■ PROBLEM DESCRIPTION
The reply must be the number of lines in the following material that include the word "canvas", and nothing more.

■ RAW DATA

⁂

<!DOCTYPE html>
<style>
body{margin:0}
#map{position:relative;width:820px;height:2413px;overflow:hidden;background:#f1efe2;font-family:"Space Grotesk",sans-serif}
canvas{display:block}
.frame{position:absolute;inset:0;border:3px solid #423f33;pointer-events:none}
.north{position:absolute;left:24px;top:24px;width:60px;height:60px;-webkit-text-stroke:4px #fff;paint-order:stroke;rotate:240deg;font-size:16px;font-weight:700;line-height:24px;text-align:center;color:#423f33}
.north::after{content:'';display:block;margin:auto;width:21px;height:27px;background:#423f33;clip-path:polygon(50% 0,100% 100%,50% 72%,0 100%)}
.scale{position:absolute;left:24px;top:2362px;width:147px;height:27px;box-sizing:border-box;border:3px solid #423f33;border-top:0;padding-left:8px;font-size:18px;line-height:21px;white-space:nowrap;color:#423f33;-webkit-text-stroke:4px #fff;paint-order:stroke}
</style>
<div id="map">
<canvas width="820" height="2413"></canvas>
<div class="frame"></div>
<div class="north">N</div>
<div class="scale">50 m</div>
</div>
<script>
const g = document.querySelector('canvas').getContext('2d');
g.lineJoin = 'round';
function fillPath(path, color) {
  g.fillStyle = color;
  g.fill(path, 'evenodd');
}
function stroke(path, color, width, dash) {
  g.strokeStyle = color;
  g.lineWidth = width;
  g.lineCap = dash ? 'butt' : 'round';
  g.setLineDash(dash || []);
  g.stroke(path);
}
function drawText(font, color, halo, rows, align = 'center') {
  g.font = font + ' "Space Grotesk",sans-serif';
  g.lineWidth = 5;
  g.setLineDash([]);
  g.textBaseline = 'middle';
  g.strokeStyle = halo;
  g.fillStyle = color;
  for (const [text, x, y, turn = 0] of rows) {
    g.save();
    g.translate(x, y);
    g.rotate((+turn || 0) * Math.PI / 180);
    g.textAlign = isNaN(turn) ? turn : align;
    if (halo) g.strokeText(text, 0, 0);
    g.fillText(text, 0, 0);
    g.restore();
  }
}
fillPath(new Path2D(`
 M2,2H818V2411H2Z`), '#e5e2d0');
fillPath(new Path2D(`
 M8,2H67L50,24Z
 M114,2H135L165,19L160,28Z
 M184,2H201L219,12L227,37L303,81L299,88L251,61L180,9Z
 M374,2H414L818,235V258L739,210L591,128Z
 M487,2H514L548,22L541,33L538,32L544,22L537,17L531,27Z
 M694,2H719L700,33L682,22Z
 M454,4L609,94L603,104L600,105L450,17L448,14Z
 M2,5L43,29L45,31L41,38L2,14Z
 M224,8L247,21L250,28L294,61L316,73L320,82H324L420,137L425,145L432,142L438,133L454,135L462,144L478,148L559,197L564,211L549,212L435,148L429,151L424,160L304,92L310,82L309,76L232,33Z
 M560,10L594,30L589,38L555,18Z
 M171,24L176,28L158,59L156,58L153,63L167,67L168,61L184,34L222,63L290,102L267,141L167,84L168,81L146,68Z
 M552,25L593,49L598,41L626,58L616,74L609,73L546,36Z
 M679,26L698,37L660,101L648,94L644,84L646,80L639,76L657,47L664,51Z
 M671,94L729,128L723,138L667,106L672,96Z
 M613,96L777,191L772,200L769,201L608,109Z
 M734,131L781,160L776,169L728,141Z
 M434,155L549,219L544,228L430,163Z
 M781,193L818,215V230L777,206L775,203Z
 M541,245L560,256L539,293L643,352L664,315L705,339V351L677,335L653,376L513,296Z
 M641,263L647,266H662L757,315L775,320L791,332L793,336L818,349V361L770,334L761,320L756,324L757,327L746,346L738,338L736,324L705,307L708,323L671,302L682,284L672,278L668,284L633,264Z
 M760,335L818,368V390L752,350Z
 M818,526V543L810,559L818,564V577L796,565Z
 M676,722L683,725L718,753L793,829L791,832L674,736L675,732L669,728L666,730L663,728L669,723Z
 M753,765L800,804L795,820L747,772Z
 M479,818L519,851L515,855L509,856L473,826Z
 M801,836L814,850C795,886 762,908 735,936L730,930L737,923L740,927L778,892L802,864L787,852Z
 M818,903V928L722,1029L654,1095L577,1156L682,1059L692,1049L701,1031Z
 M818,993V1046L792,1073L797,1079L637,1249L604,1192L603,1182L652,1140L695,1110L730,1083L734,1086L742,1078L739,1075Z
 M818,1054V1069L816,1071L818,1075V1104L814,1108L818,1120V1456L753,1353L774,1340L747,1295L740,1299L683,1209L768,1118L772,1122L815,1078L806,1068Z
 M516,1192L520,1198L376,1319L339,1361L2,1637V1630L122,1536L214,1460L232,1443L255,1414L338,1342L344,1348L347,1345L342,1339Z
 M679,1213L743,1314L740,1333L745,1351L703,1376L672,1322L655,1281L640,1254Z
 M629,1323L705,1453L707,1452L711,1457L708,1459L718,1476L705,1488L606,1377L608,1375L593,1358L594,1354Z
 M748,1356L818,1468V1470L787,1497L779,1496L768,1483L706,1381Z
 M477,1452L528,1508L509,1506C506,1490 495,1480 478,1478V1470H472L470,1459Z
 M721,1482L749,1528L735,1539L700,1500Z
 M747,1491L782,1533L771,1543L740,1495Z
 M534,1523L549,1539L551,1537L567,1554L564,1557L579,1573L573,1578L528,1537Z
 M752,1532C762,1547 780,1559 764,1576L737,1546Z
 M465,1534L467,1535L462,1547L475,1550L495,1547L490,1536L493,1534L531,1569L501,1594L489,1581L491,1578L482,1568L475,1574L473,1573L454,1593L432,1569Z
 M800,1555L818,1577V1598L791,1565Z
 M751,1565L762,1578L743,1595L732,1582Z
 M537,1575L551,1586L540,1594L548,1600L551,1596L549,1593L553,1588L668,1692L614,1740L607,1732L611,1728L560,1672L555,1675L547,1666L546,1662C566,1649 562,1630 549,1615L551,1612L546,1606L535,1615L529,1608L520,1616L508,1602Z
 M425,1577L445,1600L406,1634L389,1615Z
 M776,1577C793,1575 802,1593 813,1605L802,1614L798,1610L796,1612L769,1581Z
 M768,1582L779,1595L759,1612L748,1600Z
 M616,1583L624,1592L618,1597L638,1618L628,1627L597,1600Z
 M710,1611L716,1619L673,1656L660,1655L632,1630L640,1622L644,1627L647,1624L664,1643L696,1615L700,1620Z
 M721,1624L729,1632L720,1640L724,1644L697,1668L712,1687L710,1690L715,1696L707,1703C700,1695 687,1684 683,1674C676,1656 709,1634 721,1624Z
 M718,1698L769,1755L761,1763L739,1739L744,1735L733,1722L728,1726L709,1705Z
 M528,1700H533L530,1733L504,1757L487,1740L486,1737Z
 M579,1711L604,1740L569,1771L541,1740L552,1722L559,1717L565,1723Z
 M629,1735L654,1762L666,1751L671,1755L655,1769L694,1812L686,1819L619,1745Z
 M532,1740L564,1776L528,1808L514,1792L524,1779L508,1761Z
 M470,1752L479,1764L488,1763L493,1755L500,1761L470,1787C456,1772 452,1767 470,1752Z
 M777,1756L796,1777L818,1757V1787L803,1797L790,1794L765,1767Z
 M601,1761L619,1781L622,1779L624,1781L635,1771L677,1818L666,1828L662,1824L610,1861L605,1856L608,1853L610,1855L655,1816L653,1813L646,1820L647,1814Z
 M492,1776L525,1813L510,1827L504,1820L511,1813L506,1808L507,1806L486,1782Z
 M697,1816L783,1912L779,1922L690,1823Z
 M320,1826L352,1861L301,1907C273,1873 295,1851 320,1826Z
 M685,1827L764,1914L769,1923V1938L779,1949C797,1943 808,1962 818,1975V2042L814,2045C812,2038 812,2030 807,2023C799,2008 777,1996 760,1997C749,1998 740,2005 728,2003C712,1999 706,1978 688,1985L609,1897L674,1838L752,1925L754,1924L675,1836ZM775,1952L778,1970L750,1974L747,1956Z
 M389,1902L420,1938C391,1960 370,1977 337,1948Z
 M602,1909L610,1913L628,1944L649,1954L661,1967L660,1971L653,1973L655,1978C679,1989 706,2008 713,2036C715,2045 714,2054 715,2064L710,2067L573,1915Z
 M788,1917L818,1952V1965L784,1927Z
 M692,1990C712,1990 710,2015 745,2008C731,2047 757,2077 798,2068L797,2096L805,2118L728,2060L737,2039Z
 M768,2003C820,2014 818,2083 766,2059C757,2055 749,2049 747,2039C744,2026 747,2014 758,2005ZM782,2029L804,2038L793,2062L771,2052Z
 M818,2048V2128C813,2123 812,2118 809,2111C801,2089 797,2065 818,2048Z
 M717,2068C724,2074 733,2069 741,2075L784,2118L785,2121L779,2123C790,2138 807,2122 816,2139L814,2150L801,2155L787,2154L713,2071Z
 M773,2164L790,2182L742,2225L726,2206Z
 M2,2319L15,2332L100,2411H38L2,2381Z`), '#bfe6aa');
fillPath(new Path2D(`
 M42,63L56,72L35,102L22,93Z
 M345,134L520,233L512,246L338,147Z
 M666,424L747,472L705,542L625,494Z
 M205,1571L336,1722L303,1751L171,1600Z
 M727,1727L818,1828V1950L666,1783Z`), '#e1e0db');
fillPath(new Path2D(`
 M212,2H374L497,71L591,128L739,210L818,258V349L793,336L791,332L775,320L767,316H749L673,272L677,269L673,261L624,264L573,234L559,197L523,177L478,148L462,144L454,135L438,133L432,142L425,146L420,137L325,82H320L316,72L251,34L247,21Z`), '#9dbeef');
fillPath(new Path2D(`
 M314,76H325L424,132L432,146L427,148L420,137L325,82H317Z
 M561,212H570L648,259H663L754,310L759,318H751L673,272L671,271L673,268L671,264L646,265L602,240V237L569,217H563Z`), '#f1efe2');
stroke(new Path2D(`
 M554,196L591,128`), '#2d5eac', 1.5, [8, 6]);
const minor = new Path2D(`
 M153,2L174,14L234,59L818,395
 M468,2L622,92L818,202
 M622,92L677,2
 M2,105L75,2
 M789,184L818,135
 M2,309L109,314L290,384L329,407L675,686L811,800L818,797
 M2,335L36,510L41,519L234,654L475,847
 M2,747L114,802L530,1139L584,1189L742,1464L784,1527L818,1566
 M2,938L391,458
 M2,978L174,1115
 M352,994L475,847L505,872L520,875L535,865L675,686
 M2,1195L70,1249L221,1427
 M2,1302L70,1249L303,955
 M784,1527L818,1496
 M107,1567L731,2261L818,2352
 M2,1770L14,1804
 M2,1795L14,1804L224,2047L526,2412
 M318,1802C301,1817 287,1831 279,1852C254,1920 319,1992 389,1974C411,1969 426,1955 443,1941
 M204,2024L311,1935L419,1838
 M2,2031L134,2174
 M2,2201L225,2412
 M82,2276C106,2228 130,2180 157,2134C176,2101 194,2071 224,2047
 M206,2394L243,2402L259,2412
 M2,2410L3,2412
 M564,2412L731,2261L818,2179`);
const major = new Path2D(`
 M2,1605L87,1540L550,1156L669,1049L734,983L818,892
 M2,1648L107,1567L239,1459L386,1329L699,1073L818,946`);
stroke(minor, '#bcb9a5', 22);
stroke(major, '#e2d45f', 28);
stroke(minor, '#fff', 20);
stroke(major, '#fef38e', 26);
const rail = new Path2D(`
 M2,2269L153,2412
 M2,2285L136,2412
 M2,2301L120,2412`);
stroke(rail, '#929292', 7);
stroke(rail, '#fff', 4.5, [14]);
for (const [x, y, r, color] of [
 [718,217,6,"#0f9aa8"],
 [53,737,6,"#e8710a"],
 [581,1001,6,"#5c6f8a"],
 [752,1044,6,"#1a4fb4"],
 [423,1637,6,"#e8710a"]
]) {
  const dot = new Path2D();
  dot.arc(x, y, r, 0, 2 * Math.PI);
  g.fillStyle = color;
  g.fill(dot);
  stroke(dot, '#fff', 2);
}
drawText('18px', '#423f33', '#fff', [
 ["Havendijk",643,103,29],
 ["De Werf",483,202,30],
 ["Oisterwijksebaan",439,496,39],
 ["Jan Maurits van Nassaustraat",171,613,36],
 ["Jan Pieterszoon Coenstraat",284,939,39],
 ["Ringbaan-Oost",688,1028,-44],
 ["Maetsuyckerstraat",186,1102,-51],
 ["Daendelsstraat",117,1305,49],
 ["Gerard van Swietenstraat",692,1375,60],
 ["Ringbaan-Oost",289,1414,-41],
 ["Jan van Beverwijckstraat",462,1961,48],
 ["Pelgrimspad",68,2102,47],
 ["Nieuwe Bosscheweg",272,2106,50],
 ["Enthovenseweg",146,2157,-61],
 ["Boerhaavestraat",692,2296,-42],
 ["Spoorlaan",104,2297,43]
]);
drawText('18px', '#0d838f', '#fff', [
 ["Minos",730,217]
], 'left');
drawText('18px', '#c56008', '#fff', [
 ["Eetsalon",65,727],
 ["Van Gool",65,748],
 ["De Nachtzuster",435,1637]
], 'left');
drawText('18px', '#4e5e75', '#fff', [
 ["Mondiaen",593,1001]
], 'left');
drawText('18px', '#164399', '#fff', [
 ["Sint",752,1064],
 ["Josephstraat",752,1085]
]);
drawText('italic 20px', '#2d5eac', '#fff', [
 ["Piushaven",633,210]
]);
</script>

⁂

■ OUTPUT FOR THIS TASK
3